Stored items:
====

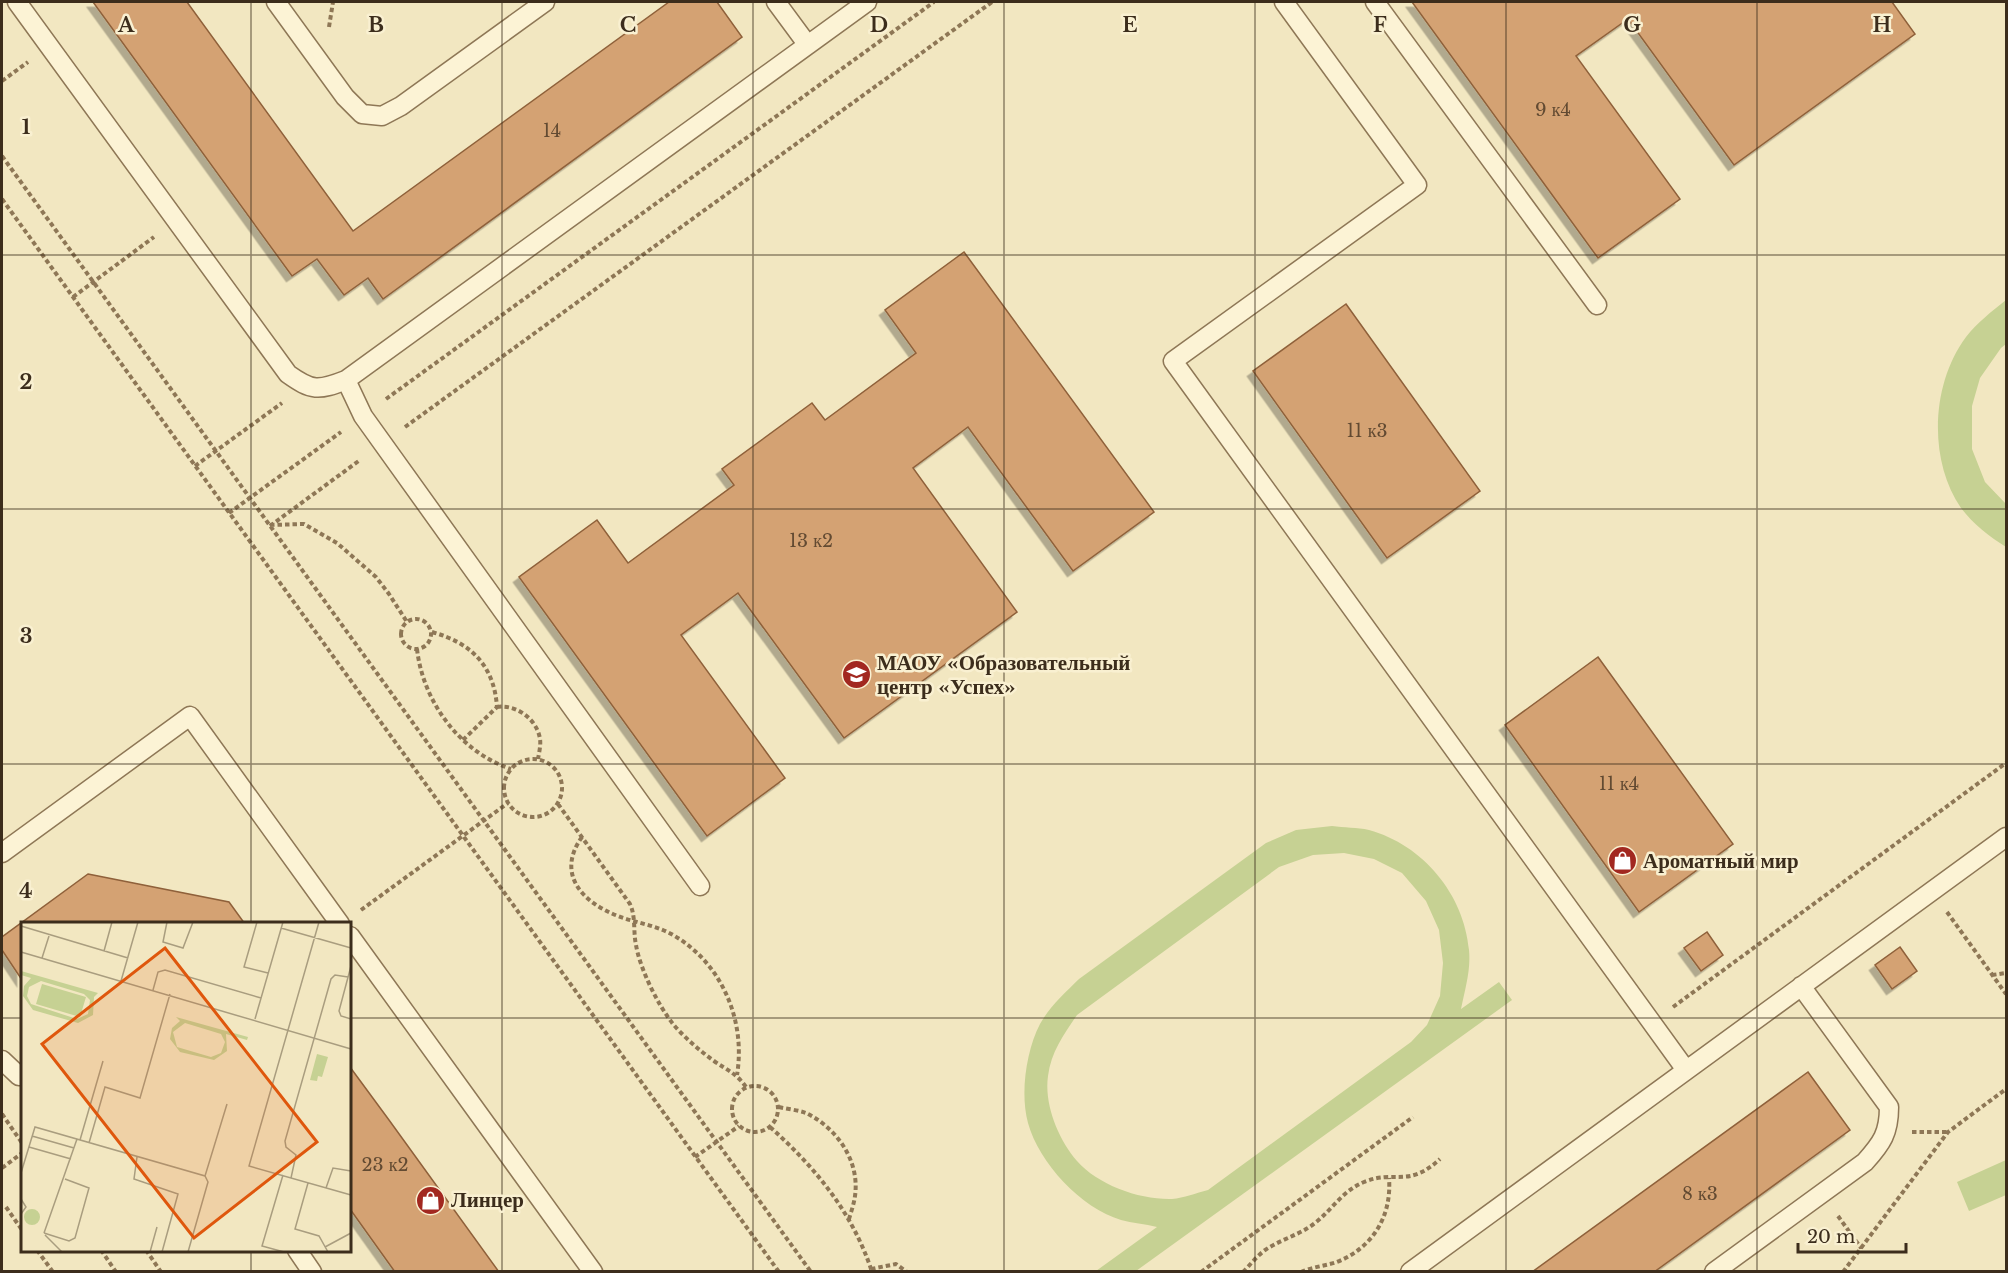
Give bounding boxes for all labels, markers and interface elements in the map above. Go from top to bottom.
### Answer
text: A [117,13,135,37]
text: B [368,13,384,37]
text: C [620,13,636,37]
text: D [870,13,888,37]
text: E [1122,13,1138,37]
text: F [1373,13,1387,37]
text: G [1623,13,1641,37]
text: H [1873,13,1892,37]
house number: 9 к4 [1535,99,1571,121]
text: 1 [22,115,31,139]
house number: 14 [543,120,561,142]
text: 2 [19,370,33,394]
house number: 11 к3 [1346,420,1388,442]
house number: 13 к2 [789,530,833,552]
text: 3 [20,624,32,648]
place label: МАОУ «Образовательный центр «Успех» [877,650,1130,700]
school or university icon: МАОУ «Образовательный центр «Успех» [840,659,872,691]
house number: 11 к4 [1599,773,1639,795]
shop icon: Ароматный мир [1606,845,1638,877]
place label: Ароматный мир [1643,848,1799,874]
text: 4 [19,879,33,903]
inset map [21,922,351,1252]
house number: 23 к2 [361,1154,409,1176]
house number: 8 к3 [1682,1183,1718,1205]
shop icon: Линцер [414,1184,446,1216]
place label: Линцер [451,1187,524,1213]
scale bar [1798,1216,1906,1254]
text: 20 m [1807,1226,1855,1248]

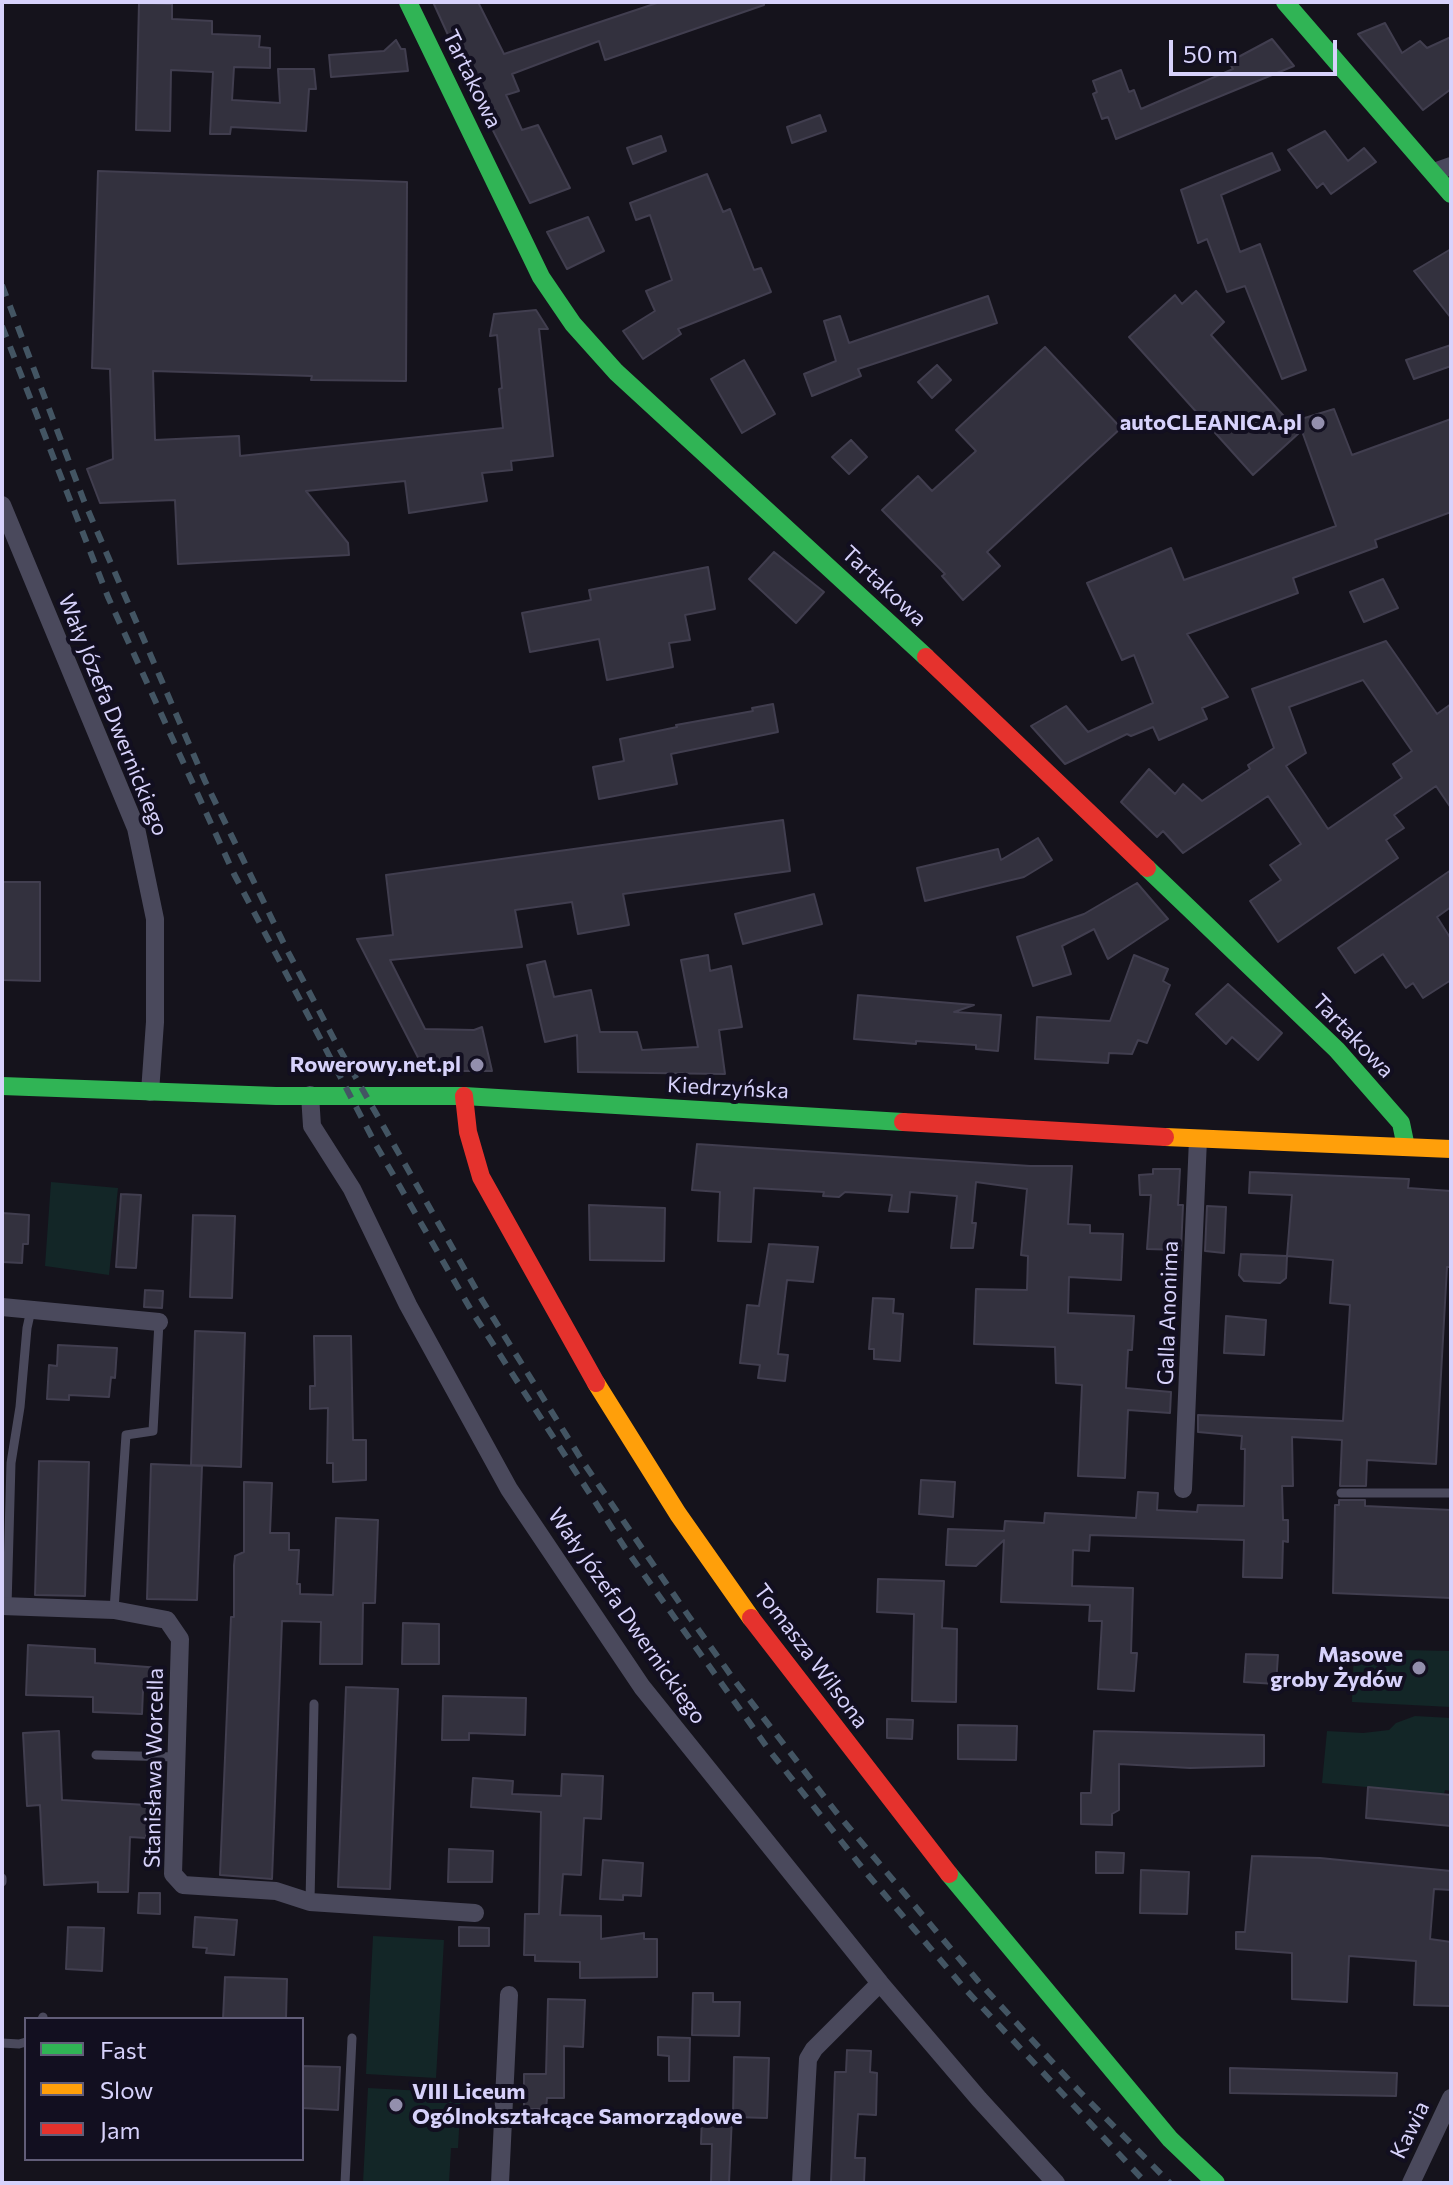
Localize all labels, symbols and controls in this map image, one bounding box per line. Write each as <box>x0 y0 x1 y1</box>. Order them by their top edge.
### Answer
scale bar <box>1173 24 1341 74</box>
street label: Tartakowa <box>437 26 507 132</box>
text: 50 m <box>1183 39 1238 68</box>
place label: autoCLEANICA.pl <box>1120 410 1302 436</box>
marker: autoCLEANICA.pl <box>1309 414 1327 432</box>
street label: Tartakowa <box>836 540 932 632</box>
street label: Wały Józefa Dwernickiego <box>52 590 174 840</box>
street label: Tartakowa <box>1307 989 1399 1083</box>
place label: Rowerowy.net.pl <box>290 1052 461 1078</box>
marker: Rowerowy.net.pl <box>468 1056 486 1074</box>
street label: Kiedrzyńska <box>666 1072 790 1104</box>
street label: Galla Anonima <box>1152 1240 1184 1386</box>
street label: Wały Józefa Dwernickiego <box>542 1503 712 1729</box>
street label: Tomasza Wilsona <box>748 1579 874 1733</box>
place label: Masowe groby Żydów <box>1270 1642 1403 1694</box>
marker: Masowe groby Żydów <box>1410 1659 1428 1677</box>
street label: Stanisława Worcella <box>139 1668 169 1868</box>
legend <box>24 2017 304 2161</box>
text: Fast <box>100 2035 147 2064</box>
text: Slow <box>100 2075 153 2104</box>
place label: VIII Liceum Ogólnokształcące Samorządowe <box>412 2079 742 2130</box>
marker: VIII Liceum Ogólnokształcące Samorządowe <box>387 2096 405 2114</box>
street label: Kawia <box>1385 2097 1435 2163</box>
text: Jam <box>100 2115 140 2144</box>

====

Work request
Take each line from the records and copy it unchanged, leaving images out.

Solved problem
Give bounding boxes for all labels, markers and interface elements in the map above. Go from top to bottom.
### Answer
text: A [117,13,135,37]
text: B [368,13,384,37]
text: C [620,13,636,37]
text: D [870,13,888,37]
text: E [1122,13,1138,37]
text: F [1373,13,1387,37]
text: G [1623,13,1641,37]
text: H [1873,13,1892,37]
house number: 9 к4 [1535,99,1571,121]
text: 1 [22,115,31,139]
house number: 14 [543,120,561,142]
text: 2 [19,370,33,394]
house number: 11 к3 [1346,420,1388,442]
house number: 13 к2 [789,530,833,552]
text: 3 [20,624,32,648]
place label: МАОУ «Образовательный центр «Успех» [877,650,1130,700]
school or university icon: МАОУ «Образовательный центр «Успех» [840,659,872,691]
house number: 11 к4 [1599,773,1639,795]
shop icon: Ароматный мир [1606,845,1638,877]
place label: Ароматный мир [1643,848,1799,874]
text: 4 [19,879,33,903]
inset map [21,922,351,1252]
house number: 23 к2 [361,1154,409,1176]
house number: 8 к3 [1682,1183,1718,1205]
shop icon: Линцер [414,1184,446,1216]
place label: Линцер [451,1187,524,1213]
scale bar [1798,1216,1906,1254]
text: 20 m [1807,1226,1855,1248]

Localize all labels, symbols and controls in this map image, one bounding box per line. Write each as <box>x0 y0 x1 y1</box>. Order them by their top edge.
### Answer
scale bar <box>1173 24 1341 74</box>
street label: Tartakowa <box>437 26 507 132</box>
text: 50 m <box>1183 39 1238 68</box>
place label: autoCLEANICA.pl <box>1120 410 1302 436</box>
marker: autoCLEANICA.pl <box>1309 414 1327 432</box>
street label: Tartakowa <box>836 540 932 632</box>
street label: Wały Józefa Dwernickiego <box>52 590 174 840</box>
street label: Tartakowa <box>1307 989 1399 1083</box>
place label: Rowerowy.net.pl <box>290 1052 461 1078</box>
marker: Rowerowy.net.pl <box>468 1056 486 1074</box>
street label: Kiedrzyńska <box>666 1072 790 1104</box>
street label: Galla Anonima <box>1152 1240 1184 1386</box>
street label: Wały Józefa Dwernickiego <box>542 1503 712 1729</box>
street label: Tomasza Wilsona <box>748 1579 874 1733</box>
place label: Masowe groby Żydów <box>1270 1642 1403 1694</box>
marker: Masowe groby Żydów <box>1410 1659 1428 1677</box>
street label: Stanisława Worcella <box>139 1668 169 1868</box>
legend <box>24 2017 304 2161</box>
text: Fast <box>100 2035 147 2064</box>
text: Slow <box>100 2075 153 2104</box>
place label: VIII Liceum Ogólnokształcące Samorządowe <box>412 2079 742 2130</box>
marker: VIII Liceum Ogólnokształcące Samorządowe <box>387 2096 405 2114</box>
street label: Kawia <box>1385 2097 1435 2163</box>
text: Jam <box>100 2115 140 2144</box>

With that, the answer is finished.